As described above, in the stator of the motor of the present invention, the winding wound around the pole tooth portion of the laminated core piece having the insulating layer formed by laminating the iron plates circumferentially divided for each pole tooth unit. By laminating a predetermined number of the laminated core pieces with an annular shape, forming a cylindrical shape and welding the outer peripheral portion of the coupling surface of the laminated iron core pieces at several points in the laminating direction, it is lost by the welding portion. The effective magnetic circuit part can be minimized,
The efficiency of the motor can be improved. Furthermore, by welding the welded portion obliquely with respect to the stacking direction, it is possible to weld even if the welded portion has its coupling surface deviated in the circumferential direction to some extent, resulting in a motor with high efficiency and high productivity. A stator can be realized and can be a motor stator that is extremely effective in practice.

[Brief description of drawings]

1A is an external perspective view of a stator according to a first embodiment of the present invention, and FIG. 1B is a plan sectional view of a stator according to a first embodiment of the present invention.

FIG. 2 is an external perspective view of a stator according to a second embodiment of the present invention.

FIG. 3A is an external perspective view of a conventional stator, and FIG. 3B is a plan sectional view of a conventional stator.

[Explanation of symbols]

 11 laminated core 12 winding part 13 insulator 14 welded part 15 pole tooth part

Claims (2)

[Claims] 1. A laminated iron core piece having a winding wound around a pole tooth portion of a laminated iron core piece having an insulating layer formed by laminating iron plates divided in a circumferential direction for each pole tooth unit, and connecting the laminated iron core pieces in a predetermined number in an annular shape.

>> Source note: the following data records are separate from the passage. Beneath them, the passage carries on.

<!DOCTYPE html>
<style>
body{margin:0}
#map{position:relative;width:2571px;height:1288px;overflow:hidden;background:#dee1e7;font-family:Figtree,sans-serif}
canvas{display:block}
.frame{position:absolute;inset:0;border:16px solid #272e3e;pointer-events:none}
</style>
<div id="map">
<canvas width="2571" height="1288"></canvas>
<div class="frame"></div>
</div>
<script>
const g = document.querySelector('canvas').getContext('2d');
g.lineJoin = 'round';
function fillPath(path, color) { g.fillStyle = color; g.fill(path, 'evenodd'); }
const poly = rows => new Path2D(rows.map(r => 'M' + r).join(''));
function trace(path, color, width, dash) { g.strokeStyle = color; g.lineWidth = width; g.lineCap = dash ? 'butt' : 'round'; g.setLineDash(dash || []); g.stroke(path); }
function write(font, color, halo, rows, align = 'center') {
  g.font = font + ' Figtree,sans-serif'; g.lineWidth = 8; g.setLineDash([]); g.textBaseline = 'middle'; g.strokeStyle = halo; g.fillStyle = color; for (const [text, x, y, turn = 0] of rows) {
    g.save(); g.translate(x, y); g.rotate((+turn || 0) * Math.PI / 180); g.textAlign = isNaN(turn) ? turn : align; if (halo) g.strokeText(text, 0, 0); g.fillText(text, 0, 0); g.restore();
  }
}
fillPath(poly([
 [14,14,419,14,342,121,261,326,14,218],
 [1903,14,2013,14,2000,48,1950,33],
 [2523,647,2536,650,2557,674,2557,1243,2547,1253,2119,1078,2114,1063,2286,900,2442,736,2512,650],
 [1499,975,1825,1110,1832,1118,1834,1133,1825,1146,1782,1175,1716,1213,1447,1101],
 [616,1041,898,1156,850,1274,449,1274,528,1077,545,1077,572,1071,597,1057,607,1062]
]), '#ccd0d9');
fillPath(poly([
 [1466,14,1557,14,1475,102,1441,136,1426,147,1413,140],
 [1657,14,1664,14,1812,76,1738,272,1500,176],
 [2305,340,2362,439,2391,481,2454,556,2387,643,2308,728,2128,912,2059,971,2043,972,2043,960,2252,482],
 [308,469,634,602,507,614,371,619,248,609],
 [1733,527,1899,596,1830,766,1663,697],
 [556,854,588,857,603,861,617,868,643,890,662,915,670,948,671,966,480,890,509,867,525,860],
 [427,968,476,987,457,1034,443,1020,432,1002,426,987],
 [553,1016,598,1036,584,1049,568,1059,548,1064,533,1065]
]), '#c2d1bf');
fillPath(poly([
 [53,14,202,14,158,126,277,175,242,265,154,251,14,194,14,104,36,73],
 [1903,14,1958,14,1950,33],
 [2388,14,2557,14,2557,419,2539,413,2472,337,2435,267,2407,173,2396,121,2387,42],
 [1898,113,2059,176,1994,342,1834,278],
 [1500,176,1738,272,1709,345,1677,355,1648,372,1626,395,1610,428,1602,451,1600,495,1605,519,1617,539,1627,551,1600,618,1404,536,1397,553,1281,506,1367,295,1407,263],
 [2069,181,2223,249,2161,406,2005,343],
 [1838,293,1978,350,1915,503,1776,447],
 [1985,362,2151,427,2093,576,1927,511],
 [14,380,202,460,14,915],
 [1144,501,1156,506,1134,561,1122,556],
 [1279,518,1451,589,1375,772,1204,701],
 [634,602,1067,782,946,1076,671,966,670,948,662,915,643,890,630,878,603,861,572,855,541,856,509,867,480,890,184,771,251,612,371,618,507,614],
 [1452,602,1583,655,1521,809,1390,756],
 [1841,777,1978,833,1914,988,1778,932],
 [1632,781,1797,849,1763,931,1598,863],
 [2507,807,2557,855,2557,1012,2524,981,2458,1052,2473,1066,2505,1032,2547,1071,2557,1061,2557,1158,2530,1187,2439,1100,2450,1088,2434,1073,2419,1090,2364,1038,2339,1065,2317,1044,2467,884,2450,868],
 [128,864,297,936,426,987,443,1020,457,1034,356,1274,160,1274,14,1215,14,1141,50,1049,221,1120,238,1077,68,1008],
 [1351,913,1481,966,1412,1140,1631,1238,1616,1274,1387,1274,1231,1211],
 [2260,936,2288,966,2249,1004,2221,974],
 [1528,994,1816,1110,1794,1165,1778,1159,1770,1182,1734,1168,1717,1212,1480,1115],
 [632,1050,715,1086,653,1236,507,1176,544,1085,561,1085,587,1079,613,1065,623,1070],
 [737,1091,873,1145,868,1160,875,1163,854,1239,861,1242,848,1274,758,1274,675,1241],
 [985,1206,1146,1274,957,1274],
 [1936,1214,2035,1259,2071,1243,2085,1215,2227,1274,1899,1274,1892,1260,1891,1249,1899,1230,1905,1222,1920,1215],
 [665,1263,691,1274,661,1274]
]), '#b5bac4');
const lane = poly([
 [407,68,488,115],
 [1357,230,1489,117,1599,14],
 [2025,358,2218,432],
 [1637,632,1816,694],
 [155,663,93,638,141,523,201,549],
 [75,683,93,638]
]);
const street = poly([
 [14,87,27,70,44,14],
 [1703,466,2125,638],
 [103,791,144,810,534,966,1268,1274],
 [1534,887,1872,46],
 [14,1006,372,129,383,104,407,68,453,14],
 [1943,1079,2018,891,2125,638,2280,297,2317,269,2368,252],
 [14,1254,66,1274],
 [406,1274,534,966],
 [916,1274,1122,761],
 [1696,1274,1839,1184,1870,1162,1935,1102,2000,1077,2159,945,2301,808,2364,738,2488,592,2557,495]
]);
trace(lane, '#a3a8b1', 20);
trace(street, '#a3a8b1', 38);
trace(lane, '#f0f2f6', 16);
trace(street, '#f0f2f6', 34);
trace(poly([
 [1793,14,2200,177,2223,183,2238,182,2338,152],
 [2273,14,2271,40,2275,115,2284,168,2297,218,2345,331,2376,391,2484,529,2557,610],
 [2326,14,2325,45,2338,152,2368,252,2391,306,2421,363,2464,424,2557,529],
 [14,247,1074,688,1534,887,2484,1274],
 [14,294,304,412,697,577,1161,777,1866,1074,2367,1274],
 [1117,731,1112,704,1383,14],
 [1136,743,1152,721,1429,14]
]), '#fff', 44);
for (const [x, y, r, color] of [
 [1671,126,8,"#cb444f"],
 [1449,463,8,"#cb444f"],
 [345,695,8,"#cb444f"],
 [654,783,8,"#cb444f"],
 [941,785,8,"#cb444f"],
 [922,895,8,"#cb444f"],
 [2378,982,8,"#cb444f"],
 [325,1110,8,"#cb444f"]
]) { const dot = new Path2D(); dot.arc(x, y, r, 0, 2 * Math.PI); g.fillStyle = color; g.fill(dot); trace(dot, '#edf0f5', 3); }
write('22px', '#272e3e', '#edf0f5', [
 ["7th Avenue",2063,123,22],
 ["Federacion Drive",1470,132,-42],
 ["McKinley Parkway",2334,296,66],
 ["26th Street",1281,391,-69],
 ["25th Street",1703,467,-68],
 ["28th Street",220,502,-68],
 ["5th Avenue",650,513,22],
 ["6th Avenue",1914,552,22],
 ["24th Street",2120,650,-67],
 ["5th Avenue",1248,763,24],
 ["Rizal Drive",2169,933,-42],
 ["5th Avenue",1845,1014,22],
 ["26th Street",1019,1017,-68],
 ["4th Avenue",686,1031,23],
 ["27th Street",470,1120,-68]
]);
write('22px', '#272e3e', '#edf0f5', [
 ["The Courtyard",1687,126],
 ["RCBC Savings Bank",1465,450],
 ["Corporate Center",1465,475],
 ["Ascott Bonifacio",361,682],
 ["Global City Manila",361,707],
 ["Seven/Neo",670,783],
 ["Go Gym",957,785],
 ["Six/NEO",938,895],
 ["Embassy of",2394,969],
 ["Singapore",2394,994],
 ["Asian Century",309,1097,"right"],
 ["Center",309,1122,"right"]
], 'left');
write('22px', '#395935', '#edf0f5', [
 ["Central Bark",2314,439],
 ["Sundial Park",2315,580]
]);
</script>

Then, in the stator of the electric motor formed in a cylindrical shape, the outer peripheral portion of the coupling surface of the laminated core piece is welded at several points in the laminating direction. 2. The stator for an electric motor according to claim 1, wherein the laminated core pieces are welded at several positions on the outer peripheral portion of the coupling surface at an angle to the laminating direction.